“Pavyon” NerdenGeliyo?”

Sokak seviyesinden aşağı doğru inen tekinsiz bir merdiven. Kırmızı bir koridor. Girişte pos bıyıklı bir izbandut. İçeride bomboş masalar, kenarda sigara körükleyen iki zavallı konsomatris. Tezgahın ardından sinsi sinsi bakan barmen ve sahnede şarkının canına okumakta olan delikanlı bir abla. “Pavyon” deyince bizim gözümüzde az çok böyle bir korku filmi canlanıyor.

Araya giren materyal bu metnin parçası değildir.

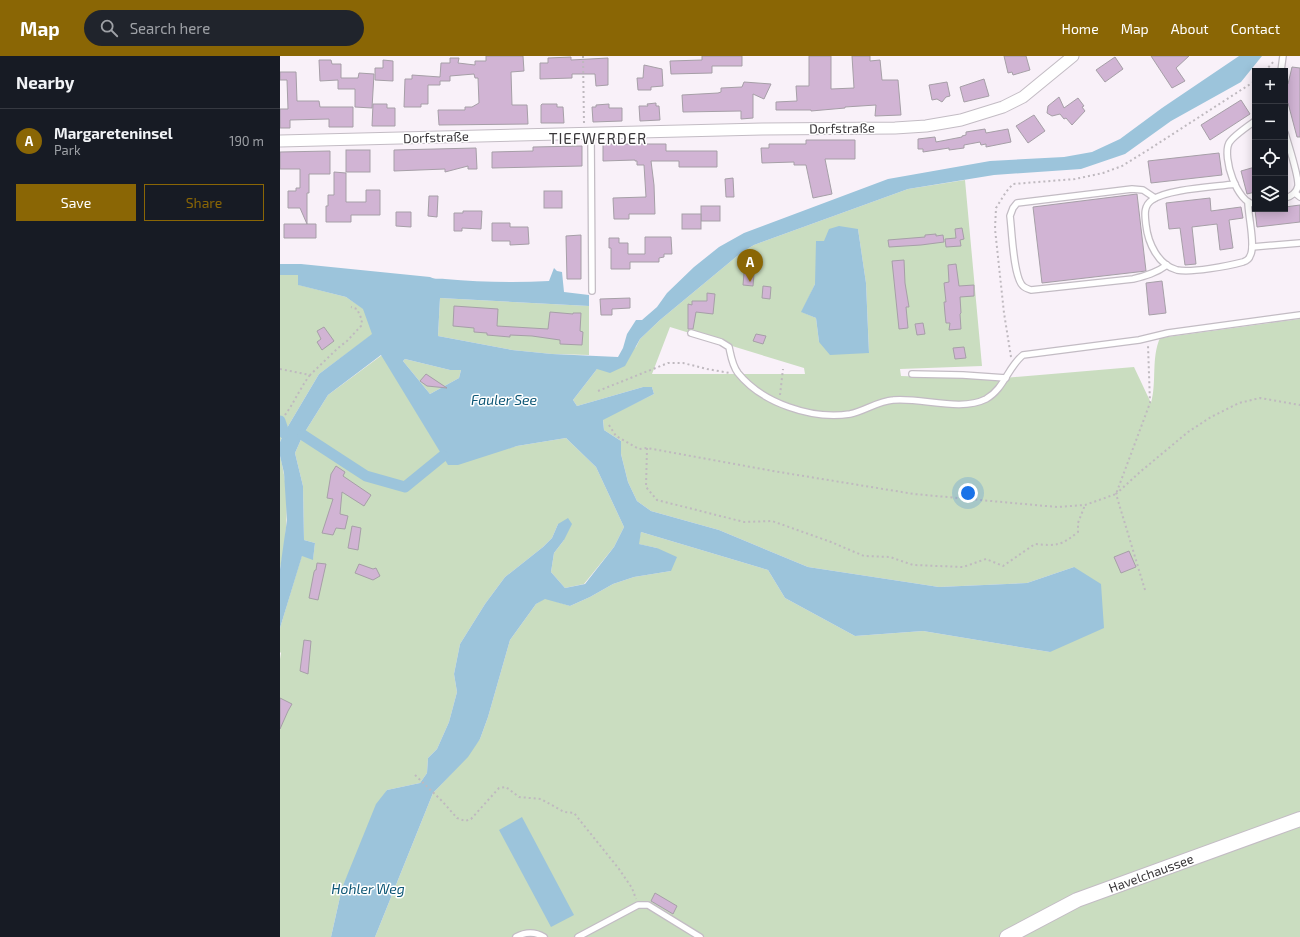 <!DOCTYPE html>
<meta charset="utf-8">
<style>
body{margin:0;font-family:"Exo 2",sans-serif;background:#20242c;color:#f1f3f6}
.controls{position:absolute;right:12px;top:12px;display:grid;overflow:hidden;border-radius:0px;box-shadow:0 2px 10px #0003}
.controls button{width:36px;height:36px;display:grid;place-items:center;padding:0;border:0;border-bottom:1px solid #363941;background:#171b24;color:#f1f3f6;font:20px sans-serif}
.you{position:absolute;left:688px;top:437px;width:14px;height:14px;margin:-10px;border:3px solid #fff;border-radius:50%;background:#1a73e8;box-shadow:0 0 0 6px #1a73e833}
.badge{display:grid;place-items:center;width:26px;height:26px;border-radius:50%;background:#8a6605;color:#fff;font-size:13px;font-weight:700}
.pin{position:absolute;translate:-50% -33px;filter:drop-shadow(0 1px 2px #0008)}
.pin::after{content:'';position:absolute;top:21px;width:14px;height:12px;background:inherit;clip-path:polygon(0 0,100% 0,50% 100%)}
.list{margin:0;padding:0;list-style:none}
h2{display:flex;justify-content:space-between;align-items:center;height:52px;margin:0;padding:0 16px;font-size:17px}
h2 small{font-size:13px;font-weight:400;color:#9ea1a6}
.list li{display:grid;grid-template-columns:26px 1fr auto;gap:12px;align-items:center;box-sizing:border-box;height:64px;padding:0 16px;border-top:1px solid #363941}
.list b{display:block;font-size:15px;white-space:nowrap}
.list p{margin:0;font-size:13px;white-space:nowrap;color:#9ea1a6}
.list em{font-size:13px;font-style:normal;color:#9ea1a6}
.actions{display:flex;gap:8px;padding:12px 16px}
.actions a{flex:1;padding:9px 0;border:1px solid #8a6605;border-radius:0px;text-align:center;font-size:14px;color:#8a6605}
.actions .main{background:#8a6605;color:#fff}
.icon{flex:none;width:22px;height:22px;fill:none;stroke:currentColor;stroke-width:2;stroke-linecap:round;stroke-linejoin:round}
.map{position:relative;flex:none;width:1020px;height:881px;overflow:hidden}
header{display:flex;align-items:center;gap:24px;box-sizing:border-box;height:56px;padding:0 20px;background:#8a6605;color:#fff}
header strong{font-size:19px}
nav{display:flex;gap:22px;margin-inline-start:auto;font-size:14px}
.search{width:280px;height:36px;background:#20242c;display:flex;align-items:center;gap:10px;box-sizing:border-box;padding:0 14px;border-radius:22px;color:#9ea1a6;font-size:15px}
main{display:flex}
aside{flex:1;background:#171b24}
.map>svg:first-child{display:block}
</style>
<header>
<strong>Map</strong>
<div class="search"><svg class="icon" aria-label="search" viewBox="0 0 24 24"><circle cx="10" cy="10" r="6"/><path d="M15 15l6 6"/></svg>Search here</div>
<nav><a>Home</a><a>Map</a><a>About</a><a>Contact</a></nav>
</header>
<main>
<aside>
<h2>Nearby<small></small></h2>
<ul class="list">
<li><span class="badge">A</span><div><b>Margareteninsel</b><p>Park</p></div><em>190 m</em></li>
</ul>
<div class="actions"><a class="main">Save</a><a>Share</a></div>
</aside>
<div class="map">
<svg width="1020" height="881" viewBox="0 0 1020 881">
<rect width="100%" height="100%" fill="#f9f1f9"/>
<g fill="#caddc0" fill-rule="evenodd">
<path d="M 685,124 L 702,310 L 620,313 L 621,320 L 713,323 L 854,311 L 871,347 C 877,326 871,302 880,282 L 1020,263 L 1020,881 L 95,881 L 153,737 L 171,718 L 200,683 L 208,661 L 230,584 L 256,548 L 265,542 L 290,550 L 310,541 L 333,528 L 354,521 L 391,515 L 377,492 L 358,488 L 361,476 L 488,514 L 505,542 L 575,580 L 643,575 L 770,596 L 794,511 L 747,527 L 659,531 L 528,511 L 439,474 L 371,455 L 357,445 L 348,426 L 341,398 L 341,385 L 324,374 L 323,363 L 374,338 L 372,331 L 363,331 L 297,350 L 293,344 L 317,313 L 356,291 L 360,283 L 380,264 L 462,196 L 474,189 L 628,133 ZM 578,173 L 586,227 L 589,296 L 539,286 L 536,262 L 522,256 L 535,228 ZM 390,271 L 524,312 L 525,318 L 372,318 Z"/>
<polygon points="0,219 18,219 19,229 66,241 84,253 93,278 39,318 4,377 0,386"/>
<polygon points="160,242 309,250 309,299 272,298 232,294 158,280"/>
<polygon points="102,299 168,408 237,390 286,382 316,411 344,471 334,491 304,528 285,532 271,516 274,497 284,484 278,468 272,482 263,491 225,521 205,548 180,588 174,618 177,636 169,666 157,693 148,702 147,717 140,727 107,734 62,832 51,881 0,881 0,603 1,597 0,596 0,572 22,499 33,503 35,487 24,484 23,430 15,397 23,379 48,339"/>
<polygon points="125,303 170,314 181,314 179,322 150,338 123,305"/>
<path d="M 0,400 C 10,437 8,476 0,513 Z"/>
</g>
<g fill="#9cc4db" fill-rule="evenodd">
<path d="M 959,0 L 982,0 L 961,26 L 891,65 L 845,98 L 801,113 L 714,119 L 628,133 L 474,189 L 462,196 L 380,264 L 360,283 L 345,310 L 330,317 L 317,313 L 293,344 L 297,350 L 363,331 L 372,331 L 374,338 L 323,364 L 324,374 L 341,385 L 341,398 L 348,426 L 357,445 L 371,455 L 439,474 L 528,511 L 659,531 L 747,527 L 794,511 L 821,528 L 824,572 L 770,596 L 643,575 L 575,580 L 505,542 L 488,514 L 361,476 L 359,488 L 377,492 L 397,501 L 391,515 L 354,521 L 333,528 L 310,541 L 290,550 L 265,543 L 256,548 L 230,584 L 208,661 L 200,683 L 188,701 L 153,737 L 95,881 L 51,881 L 62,832 L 96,748 L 107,734 L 140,727 L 147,717 L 148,702 L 157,693 L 169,666 L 177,636 L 174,618 L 180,588 L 205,548 L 225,521 L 263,491 L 272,482 L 278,468 L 288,462 L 292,468 L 284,484 L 274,497 L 271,516 L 285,532 L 305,528 L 334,491 L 344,471 L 316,411 L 286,382 L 237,390 L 178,409 L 168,409 L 101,299 L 48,339 L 23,379 L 15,397 L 23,430 L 24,484 L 35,487 L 33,504 L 22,500 L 0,572 L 0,513 L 7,464 L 4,417 L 0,400 L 0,386 L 4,377 L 39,318 L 92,278 L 83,253 L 66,241 L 18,229 L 18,219 L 0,219 L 0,208 L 21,208 L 150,221 C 157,224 158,222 165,223 C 198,226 235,227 269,225 L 274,212 L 277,215 L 282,216 L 284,236 L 309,239 L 309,250 L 160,242 L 158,280 L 232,294 L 272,298 L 338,301 L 343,292 L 347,278 L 356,264 L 362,264 L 377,251 L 387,237 L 414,211 L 439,191 L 464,177 L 608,123 L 710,105 L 784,101 L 812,96 L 840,83 L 882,52 ZM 125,303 L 170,314 L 181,314 L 179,322 L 150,338 L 123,305 Z"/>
<polygon points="559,170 578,173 586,227 589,297 550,299 539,286 536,262 521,256 535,228 536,185 544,185 549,173"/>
<polygon points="242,761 294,859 271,871 219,774"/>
</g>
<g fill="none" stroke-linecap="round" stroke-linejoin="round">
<g stroke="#9cc4db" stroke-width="11">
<polyline points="0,365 4,377"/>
<polyline points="23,379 86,420 125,431 163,400"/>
</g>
</g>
<g fill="#d1b4d4" stroke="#a69fa7">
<polygon points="206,0 243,0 244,15 231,16 232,49 247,49 248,68 159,69 158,54 185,54 185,51 192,51 199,47 198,22 195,22 194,18 170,20 170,25 160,25 160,29 148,29 148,48 141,48 141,51 124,51 125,23 132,23 132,19 160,21 161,7 170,7 170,2 179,2 178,7 195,9 195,5 206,5"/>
<polygon points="422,0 462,0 462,10 432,10 432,17 391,18 390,5 422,4"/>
<polygon points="529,0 551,0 551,33 574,32 572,0 590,0 590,5 600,4 602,24 618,24 621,59 595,60 596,49 565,51 565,52 531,55 531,54 496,54 496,46 517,45 516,30 529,30"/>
<polygon points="724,0 746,0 750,14 733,19 732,16 728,17"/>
<polygon points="871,0 909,0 896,12 905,25 892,32"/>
<polygon points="291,1 291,4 328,2 328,29 316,30 315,18 292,18 292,22 260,23 260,7 268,7 268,2"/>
<polygon points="835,1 843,13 825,26 816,14"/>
<polygon points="39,4 51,4 52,8 61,8 61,22 78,22 79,17 94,18 92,52 75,51 75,33 58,33 58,24 40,25"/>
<polygon points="103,4 113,5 113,25 95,24 95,12 103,12"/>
<polygon points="364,9 382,13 383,30 371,31 371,34 358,34 357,22 363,22"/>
<polygon points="1012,11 1020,12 1020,81 1017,81 1008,47 1005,48 1005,28 1008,28"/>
<polygon points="0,16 16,16 17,45 39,45 40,51 73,51 73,71 49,71 49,63 10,64 10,72 0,72 0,53 8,53 7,24 0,24"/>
<polygon points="704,23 709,40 684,46 680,31"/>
<polygon points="464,26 491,28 484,43 473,38 473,62 461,63 461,55 403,56 402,39 438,37 441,36 441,32 462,31"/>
<polygon points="667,26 670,40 666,41 662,46 657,43 652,44 649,29"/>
<polygon points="779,41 784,52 798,42 804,50 802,51 805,55 792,69 786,62 784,63 780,58 772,60 767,57 768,50"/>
<polygon points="961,44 970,58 930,84 921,69"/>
<polygon points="376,47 376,50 379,50 380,64 360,65 359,50 368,50 367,48"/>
<polygon points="93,48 107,48 107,52 115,52 115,70 92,70"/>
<polygon points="262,48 277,48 277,51 283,51 284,67 261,67 261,49"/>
<polygon points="329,48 329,52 342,52 342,65 313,66 312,51 316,51 316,49"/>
<polygon points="754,59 765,75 748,87 736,70"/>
<polygon points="705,73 706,77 728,73 731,86 706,91 706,88 701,89 700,86 684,89 684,92 669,94 669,92 643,96 643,93 638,93 638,83 655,81 656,86 682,81 682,80 686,79 686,76"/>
<polygon points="526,84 575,84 575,103 545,103 552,138 533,142 526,109 514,109 514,106 482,107 481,92 489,92 489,88 526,88"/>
<polygon points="323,88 386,88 386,95 437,95 437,111 399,111 399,105 371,105 374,129 375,158 349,158 349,163 334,163 333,142 366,141 364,109 357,109 357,105 355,105 355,104 323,105"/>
<polygon points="302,90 302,110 212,112 212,96 253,95 253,91"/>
<polygon points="196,92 197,113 188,113 188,110 165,116 165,113 114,115 114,94"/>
<rect x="66" y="94" width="24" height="22"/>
<polygon points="50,95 50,118 29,118 29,137 27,137 27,168 36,168 36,182 4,182 4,168 27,168 20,152 8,152 8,135 16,135 16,132 20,132 20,113 0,113 0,96"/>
<polygon points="939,97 942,119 871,127 868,105"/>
<polygon points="975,111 975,136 967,138 961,115"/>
<polygon points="54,116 66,117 66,146 86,146 86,134 100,134 100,159 71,159 71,166 46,166 46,150 48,150 48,139 54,139"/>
<polygon points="453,122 454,141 446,141 445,123"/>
<rect x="264" y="135" width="18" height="17"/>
<polygon points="857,138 866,215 762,227 753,151"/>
<polygon points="149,140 158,140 157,161 148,160"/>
<polygon points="930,142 931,155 961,151 963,162 949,164 953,192 940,194 937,168 912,171 916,208 905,209 900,172 889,173 886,147"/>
<polygon points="1020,149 1020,166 977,171 975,154 1005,153 1005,151"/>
<rect x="421" y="150" width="19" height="15"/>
<polygon points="183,155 202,155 201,173 182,172 182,175 174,175 174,157 183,157"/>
<polygon points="116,156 131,156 131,171 116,170"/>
<rect x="402" y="158" width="19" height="15"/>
<polygon points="212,167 230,167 230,171 248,171 249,188 230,189 230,185 212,185"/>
<polygon points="682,172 684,183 680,184 681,190 666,191 665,183 676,182 675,173"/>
<polygon points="656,178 656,180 663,179 664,186 641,189 609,191 608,184 645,181 645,179"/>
<polygon points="301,179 301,223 287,223 286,180"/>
<polygon points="365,181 391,181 392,198 384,198 384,201 379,202 379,206 350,206 350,213 331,213 331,192 329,192 329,182 339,182 339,187 348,187 348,198 365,198"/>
<polygon points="624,204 625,227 629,251 626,251 628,272 619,273 612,205"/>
<polygon points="676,208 679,230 694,229 694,240 680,241 681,257 680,258 681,273 669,274 670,267 666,267 665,258 664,246 666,246 664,227 669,226 668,209"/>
<polygon points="464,217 474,218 473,230 463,229"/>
<polygon points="882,225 886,257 869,259 866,227"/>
<polygon points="483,230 491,231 490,243 482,242"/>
<polygon points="427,237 435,238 433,258 416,256 413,273 408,273 408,248 412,249 412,245 427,245"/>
<polygon points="350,242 350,252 332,253 332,259 321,259 320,243"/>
<polygon points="174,250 218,253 217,270 268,273 270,256 293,258 293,257 301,257 300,275 303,276 302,289 280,288 280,284 252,280 230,279 230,281 207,279 207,277 194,276 194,272 173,270"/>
<polygon points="643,267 645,278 637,279 635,268"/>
<polygon points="44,271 54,285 42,294 37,286 41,283 37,275"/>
<polygon points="476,278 486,280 483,288 473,285"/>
<polygon points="684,291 686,302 675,303 673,292"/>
<polygon points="146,318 167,332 147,330 140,325"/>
<polygon points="56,410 65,416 63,420 91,439 84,450 62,436 60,458 68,460 65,473 56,472 53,479 42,477 53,443 47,442 51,418"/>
<polygon points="72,470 81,472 78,494 68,492"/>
<polygon points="849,495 856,511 841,517 834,501"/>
<polygon points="37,507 46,508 38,544 29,542 34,516 35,514 36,514"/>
<polygon points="79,508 93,513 96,512 100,520 93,524 75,517"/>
<polygon points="24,584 31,585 28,618 20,615"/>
<polygon points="0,642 12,648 8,655 0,673"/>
<polygon points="375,837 397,850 393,858 371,845"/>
</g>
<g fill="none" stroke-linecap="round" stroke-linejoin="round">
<g stroke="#c3bcc4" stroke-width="8">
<g id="service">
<polyline points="1001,15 1003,0"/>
<path d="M 975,65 C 968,70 953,80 949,87 C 942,101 957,148 975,148"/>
<polyline points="311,77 312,235"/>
<path d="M 1005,77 C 1008,88 1019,120 1018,130 C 1017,136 1011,141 1005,142"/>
<path d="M 955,128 C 934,131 887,133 872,144 C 863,150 865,160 866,169 C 868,187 878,209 897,214 C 911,217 948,210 963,206 C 966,205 969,204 970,200 C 976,190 968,160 968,146"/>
<polyline points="1015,137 1020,141"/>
<path d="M 875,142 L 863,134 L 852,133 L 737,147 L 733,152 L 730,160 C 732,174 733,221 743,230 C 745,232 748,233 751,234 L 853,223 C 866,220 876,217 887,209"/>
<polyline points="972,191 1020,187"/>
<path d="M 411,277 L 441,286 L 449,291 C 451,300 452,309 458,317 C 482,347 532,364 570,358 C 585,355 598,345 613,344 C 641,341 680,356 706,343 C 724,333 728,311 743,299 L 859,284 L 888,277 L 1020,259"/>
<polyline points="632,318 683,319 726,322"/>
<path d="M 236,881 C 245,876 254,875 264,881"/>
<polyline points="298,881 358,849 368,849 420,881"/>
</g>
</g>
<g stroke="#c3bcc4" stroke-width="13">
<polyline id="minor" points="0,85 482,73 615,72 646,70 681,64 723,51 743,41 793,0"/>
</g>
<g stroke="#c3bcc4" stroke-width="16">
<polyline id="tertiary" points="727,881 797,844 1020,763"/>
</g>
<g stroke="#bfb9bf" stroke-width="2" stroke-dasharray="2 3" stroke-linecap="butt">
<polyline points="303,0 304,68"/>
<polyline points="985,15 995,4"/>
<polyline points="731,301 724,257 715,173 716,152 726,136 733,128 795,123 823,117 842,110 868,94 975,25"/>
<polyline points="0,313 30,319 58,292 67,285 81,270 82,264 77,253 71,251"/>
<polyline points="318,335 388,307 403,307 427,313 450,317"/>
<polyline points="500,339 503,313"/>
<path d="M 5,359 C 14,347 20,332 30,319"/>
<polyline points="329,369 336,380 359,393 367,392 493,415 634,438 777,451 805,449 836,438 870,347 868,289"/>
<path d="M 367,392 L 366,431 L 377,444 L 464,466 L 492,465 L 551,486 L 584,500 L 610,501 L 633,509 L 683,511 L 706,503 L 723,510 L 755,488 C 776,490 781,490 798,476 L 798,467 L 805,449"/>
<polyline points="865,534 836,438 860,416 908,376 931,361 959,347 980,342 1020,349"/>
<polyline points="135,719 162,745 177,762 185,765 191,763 219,732 226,731 239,741 261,743 284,756 294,757 339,813 352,832 356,843"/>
</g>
<use href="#service" stroke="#fff" stroke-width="5.5"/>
<use href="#minor" stroke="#fff" stroke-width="11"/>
<use href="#tertiary" stroke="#fff" stroke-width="14"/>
</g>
<g text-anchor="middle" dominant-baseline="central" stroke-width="3" stroke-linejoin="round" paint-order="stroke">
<g font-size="13" fill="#3a373a" stroke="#fff">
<text transform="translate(562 72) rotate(-1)">Dorfstraße</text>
<text transform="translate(156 81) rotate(-2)">Dorfstraße</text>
<text transform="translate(871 817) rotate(-20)">Havelchaussee</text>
</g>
<g font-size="14" font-style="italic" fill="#0e5776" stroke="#fff">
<text x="224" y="343">Fauler See</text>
<text x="88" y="832">Hohler Weg</text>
</g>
<g font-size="15" letter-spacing="1" fill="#3a373a" stroke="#fff">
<text x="318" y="82">TIEFWERDER</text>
</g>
</g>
</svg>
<div class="controls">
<button>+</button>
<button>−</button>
<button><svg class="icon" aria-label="locate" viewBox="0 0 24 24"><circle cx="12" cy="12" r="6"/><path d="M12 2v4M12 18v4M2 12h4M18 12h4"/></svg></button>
<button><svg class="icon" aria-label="layers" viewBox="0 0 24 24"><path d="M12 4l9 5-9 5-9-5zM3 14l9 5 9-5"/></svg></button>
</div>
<div class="you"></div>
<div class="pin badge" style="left:470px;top:226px">A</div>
</div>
</main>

Halbuki kelimenin kökeni öyle naif ki… “Kelebek” yahu bildiğiniz. Latincesi “papilio”. Fransızca “pavillion” kelimesi de şekli kelebeği andıran büyük çadırları, tenteleri anlatmış. Aynı zamanda büyük binaların yanına yerleştirilen küçük, müştemilat tarzı yapıları.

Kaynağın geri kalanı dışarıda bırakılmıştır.